[Collected data entries]
☆ ☆ ☆ ☆ ☆

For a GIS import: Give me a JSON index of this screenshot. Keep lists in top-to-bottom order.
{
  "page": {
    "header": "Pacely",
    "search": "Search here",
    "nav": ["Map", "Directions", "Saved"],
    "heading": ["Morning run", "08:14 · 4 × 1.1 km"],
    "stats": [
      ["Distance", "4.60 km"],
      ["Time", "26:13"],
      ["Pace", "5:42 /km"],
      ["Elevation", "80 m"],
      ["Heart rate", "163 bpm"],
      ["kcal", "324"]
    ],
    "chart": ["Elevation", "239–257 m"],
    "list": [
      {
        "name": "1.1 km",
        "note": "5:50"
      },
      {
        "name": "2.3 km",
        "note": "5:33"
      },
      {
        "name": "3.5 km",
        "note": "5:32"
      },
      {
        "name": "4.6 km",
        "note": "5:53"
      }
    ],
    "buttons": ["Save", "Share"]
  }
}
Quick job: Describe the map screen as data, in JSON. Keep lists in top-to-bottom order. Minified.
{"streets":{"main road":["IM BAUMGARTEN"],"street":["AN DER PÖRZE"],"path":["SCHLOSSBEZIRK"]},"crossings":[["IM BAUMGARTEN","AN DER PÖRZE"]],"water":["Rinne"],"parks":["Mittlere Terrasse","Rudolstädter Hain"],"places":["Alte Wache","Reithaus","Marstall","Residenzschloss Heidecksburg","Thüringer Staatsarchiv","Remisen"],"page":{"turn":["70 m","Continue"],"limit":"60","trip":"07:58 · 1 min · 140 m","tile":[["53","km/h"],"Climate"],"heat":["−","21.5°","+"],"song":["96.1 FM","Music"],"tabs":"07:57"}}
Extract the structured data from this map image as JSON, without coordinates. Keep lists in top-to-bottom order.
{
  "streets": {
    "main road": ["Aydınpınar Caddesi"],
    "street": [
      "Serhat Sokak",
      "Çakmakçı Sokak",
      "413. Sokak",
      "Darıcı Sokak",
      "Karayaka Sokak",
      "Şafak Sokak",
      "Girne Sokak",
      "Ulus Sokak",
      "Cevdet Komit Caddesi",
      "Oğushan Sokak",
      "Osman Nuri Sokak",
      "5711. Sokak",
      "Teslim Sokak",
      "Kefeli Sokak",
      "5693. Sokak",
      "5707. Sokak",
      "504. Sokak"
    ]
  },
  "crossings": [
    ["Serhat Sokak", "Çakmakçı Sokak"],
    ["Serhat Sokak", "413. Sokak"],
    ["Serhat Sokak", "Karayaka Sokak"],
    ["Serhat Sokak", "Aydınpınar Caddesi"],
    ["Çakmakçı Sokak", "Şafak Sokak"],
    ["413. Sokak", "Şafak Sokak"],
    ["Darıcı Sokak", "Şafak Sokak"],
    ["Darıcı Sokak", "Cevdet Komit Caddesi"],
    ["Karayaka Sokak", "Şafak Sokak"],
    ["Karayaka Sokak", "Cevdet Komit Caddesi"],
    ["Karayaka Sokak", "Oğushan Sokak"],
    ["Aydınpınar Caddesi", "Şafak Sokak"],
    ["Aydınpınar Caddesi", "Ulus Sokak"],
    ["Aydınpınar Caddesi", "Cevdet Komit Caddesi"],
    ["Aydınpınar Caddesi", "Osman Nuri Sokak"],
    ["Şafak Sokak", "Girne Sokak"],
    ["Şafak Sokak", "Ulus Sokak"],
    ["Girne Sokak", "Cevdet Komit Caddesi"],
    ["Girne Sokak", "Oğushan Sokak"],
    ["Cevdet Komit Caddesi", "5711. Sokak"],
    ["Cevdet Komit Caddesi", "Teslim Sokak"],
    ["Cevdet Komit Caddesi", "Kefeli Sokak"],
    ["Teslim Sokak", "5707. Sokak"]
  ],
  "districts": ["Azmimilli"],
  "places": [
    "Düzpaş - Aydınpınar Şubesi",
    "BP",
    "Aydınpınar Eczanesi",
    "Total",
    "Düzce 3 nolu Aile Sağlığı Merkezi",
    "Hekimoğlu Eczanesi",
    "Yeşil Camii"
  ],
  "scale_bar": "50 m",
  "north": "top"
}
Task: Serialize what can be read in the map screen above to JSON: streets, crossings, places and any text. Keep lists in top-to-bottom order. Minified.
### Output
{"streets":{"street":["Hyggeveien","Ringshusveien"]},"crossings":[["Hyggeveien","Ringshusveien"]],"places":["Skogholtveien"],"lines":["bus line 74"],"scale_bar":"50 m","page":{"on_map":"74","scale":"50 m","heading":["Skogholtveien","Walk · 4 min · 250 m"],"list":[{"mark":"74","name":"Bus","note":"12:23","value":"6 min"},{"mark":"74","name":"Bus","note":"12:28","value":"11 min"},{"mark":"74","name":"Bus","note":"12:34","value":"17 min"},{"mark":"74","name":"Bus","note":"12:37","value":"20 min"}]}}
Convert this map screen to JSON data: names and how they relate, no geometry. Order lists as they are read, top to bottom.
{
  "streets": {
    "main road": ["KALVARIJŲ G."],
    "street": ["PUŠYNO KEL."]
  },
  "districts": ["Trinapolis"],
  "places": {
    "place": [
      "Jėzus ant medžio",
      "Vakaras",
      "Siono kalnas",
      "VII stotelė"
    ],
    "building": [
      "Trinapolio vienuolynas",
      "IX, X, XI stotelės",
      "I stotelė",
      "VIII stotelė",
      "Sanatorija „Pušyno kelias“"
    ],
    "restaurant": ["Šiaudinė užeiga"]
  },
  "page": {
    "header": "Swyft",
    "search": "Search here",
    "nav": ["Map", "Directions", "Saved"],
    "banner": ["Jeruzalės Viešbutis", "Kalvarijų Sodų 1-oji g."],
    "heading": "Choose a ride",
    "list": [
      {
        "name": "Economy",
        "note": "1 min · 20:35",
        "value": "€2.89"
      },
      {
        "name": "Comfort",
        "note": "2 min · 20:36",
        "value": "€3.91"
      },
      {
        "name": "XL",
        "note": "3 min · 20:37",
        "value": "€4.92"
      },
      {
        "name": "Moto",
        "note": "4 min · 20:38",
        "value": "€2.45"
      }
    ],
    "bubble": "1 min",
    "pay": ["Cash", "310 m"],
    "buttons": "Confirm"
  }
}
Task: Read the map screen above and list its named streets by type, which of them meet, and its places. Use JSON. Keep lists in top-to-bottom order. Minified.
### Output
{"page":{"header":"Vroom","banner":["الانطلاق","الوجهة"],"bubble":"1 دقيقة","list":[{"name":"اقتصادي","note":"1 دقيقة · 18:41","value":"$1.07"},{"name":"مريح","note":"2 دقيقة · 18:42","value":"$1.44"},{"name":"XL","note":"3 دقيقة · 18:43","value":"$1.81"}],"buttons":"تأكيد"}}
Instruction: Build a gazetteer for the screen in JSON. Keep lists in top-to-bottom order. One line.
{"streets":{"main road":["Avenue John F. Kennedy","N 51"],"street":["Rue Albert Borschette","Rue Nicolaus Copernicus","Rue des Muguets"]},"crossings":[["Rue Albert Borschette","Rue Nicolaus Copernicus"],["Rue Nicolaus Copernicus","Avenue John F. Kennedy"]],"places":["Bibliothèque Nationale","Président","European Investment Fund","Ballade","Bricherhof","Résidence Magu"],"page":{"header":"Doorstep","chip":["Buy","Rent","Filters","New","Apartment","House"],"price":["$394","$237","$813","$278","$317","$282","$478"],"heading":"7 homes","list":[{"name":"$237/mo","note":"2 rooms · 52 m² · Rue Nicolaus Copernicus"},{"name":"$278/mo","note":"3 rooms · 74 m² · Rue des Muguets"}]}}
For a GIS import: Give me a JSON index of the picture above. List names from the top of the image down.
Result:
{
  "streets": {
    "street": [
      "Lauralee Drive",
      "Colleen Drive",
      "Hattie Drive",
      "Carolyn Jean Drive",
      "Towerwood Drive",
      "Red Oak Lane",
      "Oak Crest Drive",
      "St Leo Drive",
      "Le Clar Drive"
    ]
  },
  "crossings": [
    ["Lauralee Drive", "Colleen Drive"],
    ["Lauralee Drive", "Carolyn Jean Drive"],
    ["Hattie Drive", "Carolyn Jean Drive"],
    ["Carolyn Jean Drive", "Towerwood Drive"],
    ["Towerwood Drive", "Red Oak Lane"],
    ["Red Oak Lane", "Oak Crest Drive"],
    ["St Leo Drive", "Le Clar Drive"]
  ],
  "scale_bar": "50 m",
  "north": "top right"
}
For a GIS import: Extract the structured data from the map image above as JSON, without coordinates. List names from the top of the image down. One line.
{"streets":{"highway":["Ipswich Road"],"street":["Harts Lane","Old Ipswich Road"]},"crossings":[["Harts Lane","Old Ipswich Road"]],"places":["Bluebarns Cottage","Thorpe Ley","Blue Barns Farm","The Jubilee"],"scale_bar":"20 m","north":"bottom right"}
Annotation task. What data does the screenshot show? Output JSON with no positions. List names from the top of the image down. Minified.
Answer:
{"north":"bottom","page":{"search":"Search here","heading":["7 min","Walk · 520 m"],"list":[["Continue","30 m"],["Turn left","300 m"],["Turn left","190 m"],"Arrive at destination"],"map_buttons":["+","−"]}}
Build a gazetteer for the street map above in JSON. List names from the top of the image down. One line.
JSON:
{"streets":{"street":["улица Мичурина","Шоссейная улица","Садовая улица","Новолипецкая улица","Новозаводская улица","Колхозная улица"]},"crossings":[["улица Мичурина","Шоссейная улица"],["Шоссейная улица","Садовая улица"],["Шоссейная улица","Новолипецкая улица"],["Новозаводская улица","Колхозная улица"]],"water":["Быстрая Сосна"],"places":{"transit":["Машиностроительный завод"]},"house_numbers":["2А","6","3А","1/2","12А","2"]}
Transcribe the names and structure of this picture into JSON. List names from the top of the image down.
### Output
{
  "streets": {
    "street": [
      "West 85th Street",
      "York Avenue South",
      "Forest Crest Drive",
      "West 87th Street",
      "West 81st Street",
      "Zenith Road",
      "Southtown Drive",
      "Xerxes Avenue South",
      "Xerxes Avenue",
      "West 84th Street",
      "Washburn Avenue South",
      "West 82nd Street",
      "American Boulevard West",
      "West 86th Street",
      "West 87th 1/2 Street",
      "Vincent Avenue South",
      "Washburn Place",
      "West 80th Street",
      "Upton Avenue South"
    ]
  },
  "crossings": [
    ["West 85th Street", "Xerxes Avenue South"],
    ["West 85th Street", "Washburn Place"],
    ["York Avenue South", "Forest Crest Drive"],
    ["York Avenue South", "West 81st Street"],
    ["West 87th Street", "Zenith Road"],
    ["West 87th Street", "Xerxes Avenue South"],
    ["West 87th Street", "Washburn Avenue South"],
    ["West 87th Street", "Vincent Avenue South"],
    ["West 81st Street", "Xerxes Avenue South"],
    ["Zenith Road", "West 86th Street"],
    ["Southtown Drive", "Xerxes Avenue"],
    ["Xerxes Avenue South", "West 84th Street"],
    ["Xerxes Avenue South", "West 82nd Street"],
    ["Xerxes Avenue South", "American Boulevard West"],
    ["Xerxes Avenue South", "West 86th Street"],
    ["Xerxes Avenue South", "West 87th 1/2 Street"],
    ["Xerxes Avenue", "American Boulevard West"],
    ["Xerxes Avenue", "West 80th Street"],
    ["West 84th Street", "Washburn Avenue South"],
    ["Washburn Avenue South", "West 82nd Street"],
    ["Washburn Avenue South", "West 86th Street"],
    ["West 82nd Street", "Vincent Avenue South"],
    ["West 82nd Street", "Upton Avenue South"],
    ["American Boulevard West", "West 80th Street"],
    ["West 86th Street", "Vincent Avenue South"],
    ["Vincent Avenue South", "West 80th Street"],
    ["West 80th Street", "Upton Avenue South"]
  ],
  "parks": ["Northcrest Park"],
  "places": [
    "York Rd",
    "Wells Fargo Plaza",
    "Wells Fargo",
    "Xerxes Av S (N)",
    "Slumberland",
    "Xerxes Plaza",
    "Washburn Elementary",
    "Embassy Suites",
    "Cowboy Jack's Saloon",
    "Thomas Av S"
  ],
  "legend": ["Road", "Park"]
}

☆ ☆ ☆ ☆ ☆

● Task prompt:
Search the records for the word "Osman", then list every line that has it.

● Completed exercise:
      "Osman Nuri Sokak",
    ["Aydınpınar Caddesi", "Osman Nuri Sokak"],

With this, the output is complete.